AGI safety from first principles: Conclusion

Let’s recap the second species argument as originally laid out, along with the additional conclusions and clarifications from the rest of the report.

  1. We’ll build AIs which are much more intelligent than humans; that is, much better than humans at using generalisable cognitive skills to understand the world.

  2. Those AGIs will be autonomous agents which pursue long-term, large-scale goals, because goal-directedness is reinforced in many training environments, and because those goals will sometimes generalise to be larger in scope.

  3. Those goals will by default be misaligned with what we want, because our desires are complex and nuanced, and our existing tools for shaping the goals of AIs are inadequate.

  4. The development of autonomous misaligned AGIs would lead to them gaining control of humanity’s future, via their superhuman intelligence, technology and coordination—depending on the speed of AI development, the transparency of AI systems, how constrained they are during deployment, and how well humans can cooperate politically and economically.

Personally, I am most confident in 1, then 4, then 3, then 2 (in each case conditional on all the previous claims) - although I think there’s room for reasonable disagreement on all of them. In particular, the arguments I’ve made about AGI goals might have been too reliant on anthropomorphism. Even if this is a fair criticism, though, it’s also very unclear how to reason about the behaviour of generally intelligent systems without being anthropomorphic. The main reason we expect the development of AGI to be a major event is because the history of humanity tells us how important intelligence is. But it wasn’t just our intelligence that led to human success—it was also our relentless drive to survive and thrive. Without that, we wouldn’t have gotten anywhere. So when trying to predict the impacts of AGIs, we can’t avoid thinking about what will lead them to choose some types of intelligent behaviour over others—in other words, thinking about their motivations.

Note, however, that the second species argument, and the scenarios I’ve outlined above, aren’t meant to be comprehensive descriptions of all sources of existential risk from AI. Even if the second species argument doesn’t turn out to be correct, AI will likely still be a transformative technology, and we should try to minimise other potential harms. In addition to the standard misuse concerns (e.g. about AI being used to develop weapons), we might also worry about increases in AI capabilities leading to undesirable structural changes. For example, they might shift the offense-defence balance in cybersecurity, or lead to more centralisation of human economic power. I consider Christiano’s “going out with a whimper” scenario to also fall into this category. Yet there’s been little in-depth investigation of how structural changes might lead to long-term harms, so I am inclined to not place much credence in such arguments until they have been explored much more thoroughly.

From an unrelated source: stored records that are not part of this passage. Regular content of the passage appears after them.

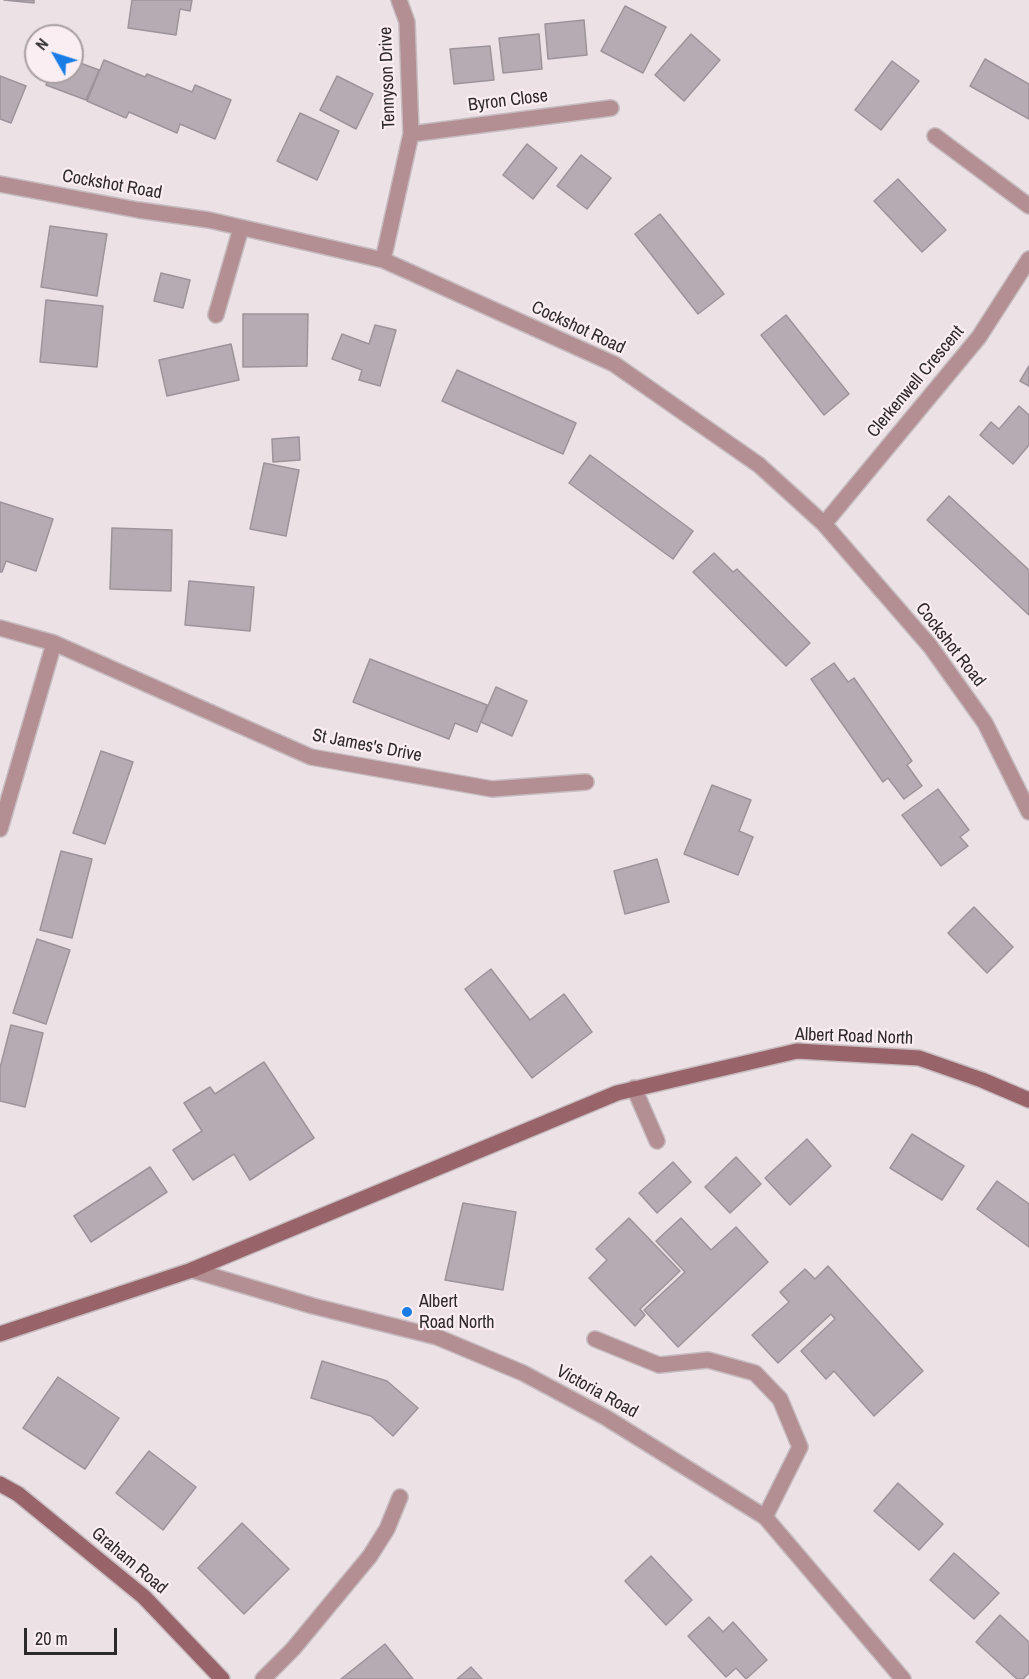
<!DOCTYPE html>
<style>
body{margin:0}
#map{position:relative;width:1029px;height:1679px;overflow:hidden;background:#ece1e5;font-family:"Archivo Narrow",sans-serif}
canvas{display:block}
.north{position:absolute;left:24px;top:24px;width:60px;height:60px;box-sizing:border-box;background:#faeef2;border:2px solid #a8a0a3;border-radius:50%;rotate:309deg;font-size:16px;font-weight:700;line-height:24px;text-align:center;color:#2e2a2c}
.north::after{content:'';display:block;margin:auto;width:21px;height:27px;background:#1a7de6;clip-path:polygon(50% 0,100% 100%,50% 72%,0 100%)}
.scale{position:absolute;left:24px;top:1628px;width:93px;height:27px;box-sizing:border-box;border:3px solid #2e2a2c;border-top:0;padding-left:8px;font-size:18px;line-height:21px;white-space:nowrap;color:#2e2a2c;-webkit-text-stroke:4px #faeef2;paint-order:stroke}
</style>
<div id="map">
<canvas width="1029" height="1679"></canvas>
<div class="north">N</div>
<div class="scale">20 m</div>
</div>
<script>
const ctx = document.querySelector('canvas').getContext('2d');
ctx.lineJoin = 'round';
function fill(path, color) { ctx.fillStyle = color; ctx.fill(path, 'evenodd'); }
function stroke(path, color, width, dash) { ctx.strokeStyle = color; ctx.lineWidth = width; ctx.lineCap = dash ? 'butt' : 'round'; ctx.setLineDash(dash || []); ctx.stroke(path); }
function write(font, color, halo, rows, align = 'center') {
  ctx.font = font + ' "Archivo Narrow",sans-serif'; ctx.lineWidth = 4.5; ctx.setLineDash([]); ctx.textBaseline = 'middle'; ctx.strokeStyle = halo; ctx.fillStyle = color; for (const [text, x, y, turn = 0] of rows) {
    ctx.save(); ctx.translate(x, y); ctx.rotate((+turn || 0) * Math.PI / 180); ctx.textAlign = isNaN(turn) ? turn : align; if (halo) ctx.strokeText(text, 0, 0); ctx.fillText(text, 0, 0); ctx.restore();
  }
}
const building = new Path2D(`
 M4,0H34V3Z
 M132,0H192L190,11L180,9L176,35L128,28Z
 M625,6L666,27L643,73L601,51Z
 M584,20L587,55L548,59L545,24Z
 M539,34L542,69L503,73L499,38Z
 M691,34L720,60L684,101L655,75Z
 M490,46L494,80L454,84L450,49Z
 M985,59L1029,84V119L970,86Z
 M72,60L99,70L86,100L46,85L52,72H72Z
 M104,60L145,77L147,74L192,92L195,85L231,100L215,139L180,124L177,133L129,112L126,118L87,101Z
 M892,61L919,81L881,130L855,110Z
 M0,76L26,86L11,123L0,119Z
 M337,76L373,94L356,129L320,110Z
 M300,113L339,131L317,180L277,161Z
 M527,144L557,168L533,199L503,175Z
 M581,155L611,178L587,209L557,186Z
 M898,179L946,230L922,252L874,201Z
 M660,214L724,294L698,314L635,234Z
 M50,226L107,234L97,296L41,287Z
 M161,273L190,280L183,308L154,301Z
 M46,300L103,306L97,367L40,362Z
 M243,314H308L307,366L243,367Z
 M786,315L849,394L824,415L761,335Z
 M375,325L396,330L380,386L359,380L362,370L332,359L342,334L369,344Z
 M231,344L239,380L167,396L159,360Z
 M1029,366V386L1020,381Z
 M457,370L576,423L563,454L442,401Z
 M1019,406L1029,415V445L1013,464L980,435L991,422L999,429Z
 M299,437L300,460L273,462L272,439Z
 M590,455L693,531L673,559L569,483Z
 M264,463L299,470L286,536L250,529Z
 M949,496L1029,570V615L927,520Z
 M0,502L53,519L36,571L6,561L2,572H0Z
 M112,528L172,530L171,591L110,589Z
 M714,553L733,572L737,569L810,643L786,666L693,572Z
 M189,581L254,587L250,631L185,625Z
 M370,659L487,705L477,732L455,723L449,739L353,702Z
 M834,663L848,682L854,678L912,761L907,765L922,786L904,799L888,778L883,782L811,679Z
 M496,687L527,701L512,736L481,722Z
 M101,751L133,762L105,844L73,833Z
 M712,785L751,800L739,831L753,837L738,875L684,854Z
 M938,789L969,830L960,837L968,846L941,866L902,815Z
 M61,851L92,859L72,938L40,930Z
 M657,859L669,902L625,914L614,871Z
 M974,907L1013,947L987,973L948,933Z
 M37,939L70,950L46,1024L13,1013Z
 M491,969L530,1020L564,994L592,1032L532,1078L465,989Z
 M11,1025L43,1033L25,1107L0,1101V1068Z
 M264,1062L314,1138L250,1180L234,1154L193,1180L173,1150L202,1131L184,1103L210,1087L215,1094Z
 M912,1134L964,1166L942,1200L890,1168Z
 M807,1139L831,1166L790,1205L765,1178Z
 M736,1157L761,1184L730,1213L705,1187Z
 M673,1162L691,1182L657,1213L639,1193Z
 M150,1167L167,1192L91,1242L74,1216Z
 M997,1181L1029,1204V1247L977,1209Z
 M463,1203L516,1212L503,1290L445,1280Z
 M629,1218L680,1271L640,1309L645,1315L635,1326L589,1278L607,1260L596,1249Z
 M681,1218L711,1250L736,1227L768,1262L678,1347L644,1310L685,1272L656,1241Z
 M828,1266L923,1371L874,1416L834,1371L826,1379L801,1351L835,1319L831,1314L778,1363L752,1335L789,1302L780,1292L805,1269L815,1279Z
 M322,1361L387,1381L418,1408L393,1436L371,1416L311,1398Z
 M58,1377L119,1418L85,1469L23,1428Z
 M149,1451L196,1487L163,1530L116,1493Z
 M898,1483L943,1524L919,1550L874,1511Z
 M242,1523L289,1569L244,1614L198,1568Z
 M954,1553L999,1593L974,1619L930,1580Z
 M651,1556L692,1600L666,1625L625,1581Z
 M1000,1615L1029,1642V1673L1023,1679H1017L976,1642Z
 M709,1617L723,1632L733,1622L767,1660L746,1679L736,1668L726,1677L688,1636Z
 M385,1644L413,1679H341Z
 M471,1667L482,1679H457Z`);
fill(building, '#b5acb3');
stroke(building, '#9c949a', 1.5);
const lane = new Path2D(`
 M595,1339L659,1365L708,1360L755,1373L780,1399L800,1447L765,1517
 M263,1679L293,1649L370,1556L387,1529L400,1497`);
const street = new Path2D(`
 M411,134L611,108
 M935,136L1029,206
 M0,184L138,210L209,220L383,260L614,364L759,465L824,524L930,646L985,723L1029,812
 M383,260L411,134L407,22L399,0
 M216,315L241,228
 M824,524L979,337L1029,259
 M0,628L54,643L0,829
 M54,643L311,757L492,789L586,782
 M634,1088L657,1141
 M192,1270L313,1306L437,1337L523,1373L605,1417L765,1517L903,1679`);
const secondary = new Path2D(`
 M0,1334L192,1270L617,1093L797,1051L919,1058L982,1080L1029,1100
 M0,1484L18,1494L144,1597L222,1679`);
stroke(lane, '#c6bcc0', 18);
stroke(street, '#c6bcc0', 18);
stroke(secondary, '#c6bcc0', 18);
stroke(lane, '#b38e92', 15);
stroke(street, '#b38e92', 15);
stroke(secondary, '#98646a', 15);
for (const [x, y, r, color] of [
 [407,1312,6,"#1a7de6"]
]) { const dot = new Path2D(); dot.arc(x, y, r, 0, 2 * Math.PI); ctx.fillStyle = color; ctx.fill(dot); stroke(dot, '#faeef2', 2); }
write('18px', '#2e2a2c', '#faeef2', [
 ["Tennyson Drive",388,78,-92],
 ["Byron Close",508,101,-7],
 ["Cockshot Road",112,185,10],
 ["Cockshot Road",578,328,25],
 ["Clerkenwell Crescent",916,382,-50],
 ["Cockshot Road",950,645,52],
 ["St James's Drive",367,746,11],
 ["Albert Road North",854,1037,2],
 ["Victoria Road",597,1392,29],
 ["Graham Road",129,1561,40]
]);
write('18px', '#2e2a2c', '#faeef2', [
 ["Albert",419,1302],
 ["Road North",419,1323]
], 'left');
</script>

By contrast, I think the AI takeover scenarios that this report focuses on have received much more scrutiny—but still, as discussed previously, have big question marks surrounding some of the key premises. However, it’s important to distinguish the question of how likely it is that the second species argument is correct, from the question of how seriously we should take it. Often people with very different perspectives on the latter actually don’t disagree very much on the former. I find the following analogy from Stuart Russell illustrative: suppose we got a message from space telling us that aliens would be landing on Earth sometime in the next century. Even if there’s doubt about the veracity of the message, and there’s doubt about whether the aliens will be hostile, we (as a species) should clearly expect this event to be a huge deal if it happens, and dedicate a lot of effort towards making it go well. In the case of AGI, while there’s reasonable doubt about what it will look like, it may nevertheless be the biggest thing that’s ever happened. At the very least we should put serious effort into understanding the arguments I’ve discussed above, how strong they are, and what we might be able to do about them.[1]

Thanks for reading, and thanks again to everyone who’s helped me improve the report. I don’t expect everyone to agree with all my arguments, but I do think that there’s a lot of room to further the conversation about this, and produce more analyses and evaluations of the core ideas in AGI safety. At this point I consider such work more valuable and neglected than technical AGI safety research, and have recently transitioned from full-time work on the latter to a PhD which will allow me to focus on the former. I’m excited to see our collective understanding of the future of AGI continue to develop.


  1. ↩︎

    I want to explicitly warn against taking this argument too far, though—for example, by claiming that AI safety work should still be a major priority even if the probability of AI catastrophe is much less than 1%. This claim is misleading because most researchers in the field of safety think it’s much higher than that; and also because, if it really is that low, there are probably some fundamental confusions in our concepts and arguments that need to be cleared up before we can actually start object-level work towards making AI safer.